REVIEW: Article

American Public Diplomacy and Islam

The Learning Curve

The attacks of September 11 didn’t necessarily transform American public diplomacy, but they certainly accelerated the learning curve of everyone associated with these efforts.

Following September 11, as Charlotte Beers, Under Secretary of State for Public Diplomacy and Public Affairs testified before the Senate Foreign Relations Committee on February 27, 2003, we had to think more clearly than ever about the rationale for public diplomacy; innovate new programs to reach wider, younger, and more diverse audiences; and integrate new resources into effective programming. And we had to do it immediately.

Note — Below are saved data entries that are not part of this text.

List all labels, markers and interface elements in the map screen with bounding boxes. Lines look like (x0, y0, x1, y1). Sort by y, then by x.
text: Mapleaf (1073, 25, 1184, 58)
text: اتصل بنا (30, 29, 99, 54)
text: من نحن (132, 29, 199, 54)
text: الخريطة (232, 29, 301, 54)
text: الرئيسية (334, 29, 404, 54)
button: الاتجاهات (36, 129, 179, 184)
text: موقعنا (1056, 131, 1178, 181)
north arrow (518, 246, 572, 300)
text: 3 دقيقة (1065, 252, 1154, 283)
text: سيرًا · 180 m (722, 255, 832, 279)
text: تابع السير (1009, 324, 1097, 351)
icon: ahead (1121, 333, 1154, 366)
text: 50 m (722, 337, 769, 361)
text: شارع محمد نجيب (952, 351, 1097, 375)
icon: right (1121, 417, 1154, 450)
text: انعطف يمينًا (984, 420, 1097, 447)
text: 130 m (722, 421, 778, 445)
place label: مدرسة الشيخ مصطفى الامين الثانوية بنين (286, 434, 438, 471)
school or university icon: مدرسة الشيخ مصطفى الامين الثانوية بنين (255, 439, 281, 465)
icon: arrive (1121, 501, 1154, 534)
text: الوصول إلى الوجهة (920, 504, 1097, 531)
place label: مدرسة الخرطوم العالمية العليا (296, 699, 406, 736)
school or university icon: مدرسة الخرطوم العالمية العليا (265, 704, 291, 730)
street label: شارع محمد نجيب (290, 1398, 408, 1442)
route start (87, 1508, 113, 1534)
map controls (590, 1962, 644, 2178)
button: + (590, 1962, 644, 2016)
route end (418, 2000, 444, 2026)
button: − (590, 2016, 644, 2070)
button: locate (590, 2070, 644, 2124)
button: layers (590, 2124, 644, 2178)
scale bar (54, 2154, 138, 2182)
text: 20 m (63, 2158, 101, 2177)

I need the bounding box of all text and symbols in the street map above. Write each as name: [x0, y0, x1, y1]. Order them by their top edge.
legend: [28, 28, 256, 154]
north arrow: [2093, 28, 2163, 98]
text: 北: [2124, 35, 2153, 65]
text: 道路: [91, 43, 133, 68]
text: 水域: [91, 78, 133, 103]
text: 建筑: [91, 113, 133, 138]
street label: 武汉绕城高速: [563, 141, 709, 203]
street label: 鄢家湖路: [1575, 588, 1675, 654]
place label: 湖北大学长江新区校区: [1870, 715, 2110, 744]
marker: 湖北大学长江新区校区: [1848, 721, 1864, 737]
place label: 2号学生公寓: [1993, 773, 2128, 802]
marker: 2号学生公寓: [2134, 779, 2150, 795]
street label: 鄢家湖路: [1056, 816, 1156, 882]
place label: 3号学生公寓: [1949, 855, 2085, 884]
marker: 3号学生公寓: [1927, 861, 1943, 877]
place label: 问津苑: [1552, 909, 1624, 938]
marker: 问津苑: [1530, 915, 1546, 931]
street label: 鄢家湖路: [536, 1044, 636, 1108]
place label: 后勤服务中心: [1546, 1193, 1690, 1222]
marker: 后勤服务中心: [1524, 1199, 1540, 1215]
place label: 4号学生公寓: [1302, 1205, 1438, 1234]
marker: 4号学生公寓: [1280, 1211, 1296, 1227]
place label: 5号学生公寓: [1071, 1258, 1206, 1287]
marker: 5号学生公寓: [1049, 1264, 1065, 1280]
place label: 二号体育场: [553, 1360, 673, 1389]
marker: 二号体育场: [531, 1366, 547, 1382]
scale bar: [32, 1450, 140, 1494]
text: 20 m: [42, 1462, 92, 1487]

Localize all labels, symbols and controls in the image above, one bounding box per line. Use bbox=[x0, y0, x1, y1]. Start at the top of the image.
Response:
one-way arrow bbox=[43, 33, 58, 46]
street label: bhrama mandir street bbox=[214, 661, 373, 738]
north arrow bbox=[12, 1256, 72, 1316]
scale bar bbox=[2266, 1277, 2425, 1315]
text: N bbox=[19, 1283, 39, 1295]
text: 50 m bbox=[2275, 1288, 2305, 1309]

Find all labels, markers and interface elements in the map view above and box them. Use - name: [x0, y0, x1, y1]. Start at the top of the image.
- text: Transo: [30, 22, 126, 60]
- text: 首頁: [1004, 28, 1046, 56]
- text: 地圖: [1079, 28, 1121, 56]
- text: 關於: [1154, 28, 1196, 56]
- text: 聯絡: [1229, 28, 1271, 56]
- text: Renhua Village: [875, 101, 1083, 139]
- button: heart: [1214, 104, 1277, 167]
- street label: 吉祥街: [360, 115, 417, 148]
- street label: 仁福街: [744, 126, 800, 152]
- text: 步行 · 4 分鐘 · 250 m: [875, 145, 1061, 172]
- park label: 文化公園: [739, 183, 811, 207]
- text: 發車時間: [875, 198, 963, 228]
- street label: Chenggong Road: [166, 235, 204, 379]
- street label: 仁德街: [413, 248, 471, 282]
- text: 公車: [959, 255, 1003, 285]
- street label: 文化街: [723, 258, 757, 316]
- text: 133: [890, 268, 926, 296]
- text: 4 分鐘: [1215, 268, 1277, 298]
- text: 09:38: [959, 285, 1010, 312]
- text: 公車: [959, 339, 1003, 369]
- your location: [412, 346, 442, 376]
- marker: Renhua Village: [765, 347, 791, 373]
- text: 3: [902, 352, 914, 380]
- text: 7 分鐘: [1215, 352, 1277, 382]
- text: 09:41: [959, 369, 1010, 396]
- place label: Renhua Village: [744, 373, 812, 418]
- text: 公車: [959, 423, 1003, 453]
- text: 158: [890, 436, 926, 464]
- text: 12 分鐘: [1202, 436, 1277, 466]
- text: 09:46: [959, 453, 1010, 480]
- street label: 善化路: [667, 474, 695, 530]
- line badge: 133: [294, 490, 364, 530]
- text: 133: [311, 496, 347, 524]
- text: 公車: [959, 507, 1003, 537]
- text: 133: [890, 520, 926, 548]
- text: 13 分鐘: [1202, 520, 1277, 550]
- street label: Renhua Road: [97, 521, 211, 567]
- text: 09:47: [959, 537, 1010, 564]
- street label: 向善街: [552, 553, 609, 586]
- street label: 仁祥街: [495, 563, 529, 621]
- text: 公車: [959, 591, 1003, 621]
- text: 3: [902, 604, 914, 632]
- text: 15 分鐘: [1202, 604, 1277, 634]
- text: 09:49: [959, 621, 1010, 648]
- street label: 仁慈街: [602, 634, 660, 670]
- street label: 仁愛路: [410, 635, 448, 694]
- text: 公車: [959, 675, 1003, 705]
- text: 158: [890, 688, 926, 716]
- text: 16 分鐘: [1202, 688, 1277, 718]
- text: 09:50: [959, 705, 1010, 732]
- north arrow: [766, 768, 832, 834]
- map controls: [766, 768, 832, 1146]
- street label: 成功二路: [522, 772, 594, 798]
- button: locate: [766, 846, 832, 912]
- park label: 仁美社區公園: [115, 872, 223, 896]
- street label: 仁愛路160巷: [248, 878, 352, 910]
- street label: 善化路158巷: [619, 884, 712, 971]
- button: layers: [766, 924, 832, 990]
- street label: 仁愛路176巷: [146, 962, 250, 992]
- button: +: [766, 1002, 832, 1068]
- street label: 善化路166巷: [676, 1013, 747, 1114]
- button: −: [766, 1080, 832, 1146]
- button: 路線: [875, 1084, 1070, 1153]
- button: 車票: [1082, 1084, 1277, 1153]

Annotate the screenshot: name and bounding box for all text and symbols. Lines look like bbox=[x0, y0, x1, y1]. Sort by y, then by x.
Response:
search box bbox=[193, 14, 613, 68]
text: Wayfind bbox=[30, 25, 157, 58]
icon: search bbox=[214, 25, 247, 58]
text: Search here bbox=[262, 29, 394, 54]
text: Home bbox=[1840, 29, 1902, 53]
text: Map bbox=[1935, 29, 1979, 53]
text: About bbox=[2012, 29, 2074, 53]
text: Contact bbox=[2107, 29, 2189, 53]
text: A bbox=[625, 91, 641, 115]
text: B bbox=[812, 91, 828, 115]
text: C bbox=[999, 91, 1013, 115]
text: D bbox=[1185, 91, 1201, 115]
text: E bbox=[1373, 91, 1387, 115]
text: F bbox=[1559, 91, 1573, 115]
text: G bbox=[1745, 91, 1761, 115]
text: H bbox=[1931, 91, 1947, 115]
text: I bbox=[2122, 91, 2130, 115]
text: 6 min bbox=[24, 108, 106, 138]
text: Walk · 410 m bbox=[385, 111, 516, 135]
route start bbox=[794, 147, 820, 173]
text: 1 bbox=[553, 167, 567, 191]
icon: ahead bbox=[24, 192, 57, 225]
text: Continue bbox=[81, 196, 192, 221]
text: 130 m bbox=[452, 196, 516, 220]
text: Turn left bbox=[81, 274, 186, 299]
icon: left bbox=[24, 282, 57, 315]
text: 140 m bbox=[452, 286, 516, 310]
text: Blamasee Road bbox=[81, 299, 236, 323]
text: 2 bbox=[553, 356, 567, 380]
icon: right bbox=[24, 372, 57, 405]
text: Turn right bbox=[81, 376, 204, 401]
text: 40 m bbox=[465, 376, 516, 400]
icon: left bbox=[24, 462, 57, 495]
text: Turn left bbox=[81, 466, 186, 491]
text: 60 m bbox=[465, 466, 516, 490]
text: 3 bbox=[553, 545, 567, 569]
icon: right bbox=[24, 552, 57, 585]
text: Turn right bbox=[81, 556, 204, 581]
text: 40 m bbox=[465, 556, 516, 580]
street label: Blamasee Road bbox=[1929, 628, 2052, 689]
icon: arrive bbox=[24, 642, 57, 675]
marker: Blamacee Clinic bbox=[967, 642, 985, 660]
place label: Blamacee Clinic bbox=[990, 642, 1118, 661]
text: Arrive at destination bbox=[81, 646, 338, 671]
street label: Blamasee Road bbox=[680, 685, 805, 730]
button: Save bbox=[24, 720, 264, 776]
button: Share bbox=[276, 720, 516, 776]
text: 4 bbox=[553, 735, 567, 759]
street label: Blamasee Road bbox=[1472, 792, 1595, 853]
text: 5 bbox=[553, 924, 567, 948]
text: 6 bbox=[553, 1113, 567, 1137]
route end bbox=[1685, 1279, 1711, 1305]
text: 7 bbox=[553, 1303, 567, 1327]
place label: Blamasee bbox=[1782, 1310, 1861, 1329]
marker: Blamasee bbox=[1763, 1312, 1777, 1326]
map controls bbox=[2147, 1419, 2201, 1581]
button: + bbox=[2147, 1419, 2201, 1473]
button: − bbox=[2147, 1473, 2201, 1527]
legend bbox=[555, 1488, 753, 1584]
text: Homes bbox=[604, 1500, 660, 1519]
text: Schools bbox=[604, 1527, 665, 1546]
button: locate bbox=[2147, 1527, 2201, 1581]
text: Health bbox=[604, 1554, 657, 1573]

This effort involved not only the State Department’s public diplomacy bureaus, but the entire foreign affairs community, as well as the Congress, which provided the funds that were critical in redirecting resources for programs to broad Muslim audiences with whom, in the recent past, we’ve had almost no direct discourse.

Power of Exchanges

As Under Secretary Beers stressed in her Senate testimony, among the lessons of September 11 is that our educational and cultural exchanges—be they of young leaders, academics, students, or others—are almost always positive, transformative experiences for the participants. This is a significant conclusion.  It is impossible to overestimate the long-term return on the investment in exchanges. Consider this: 50 percent of the leaders of the global coalition in the war against terrorism had been International Visitors. More than 200 current and former heads of state, 1,500 cabinet-level ministers, and many other distinguished leaders in government and the private sector from around the world have participated in our International Visitors Program.

New Generations, New Audiences

Yet there is a problem with exchanges. The number of them—about 35,000 a year worldwide—is nowhere near enough to reach the new and growing mass audiences with whom it is vital for us to communicate. These programs, which can serve as a catalyst for the transformation of perceptions and the recognition of commonality, are so important that we must find ways to replicate the experience for millions, not just thousands.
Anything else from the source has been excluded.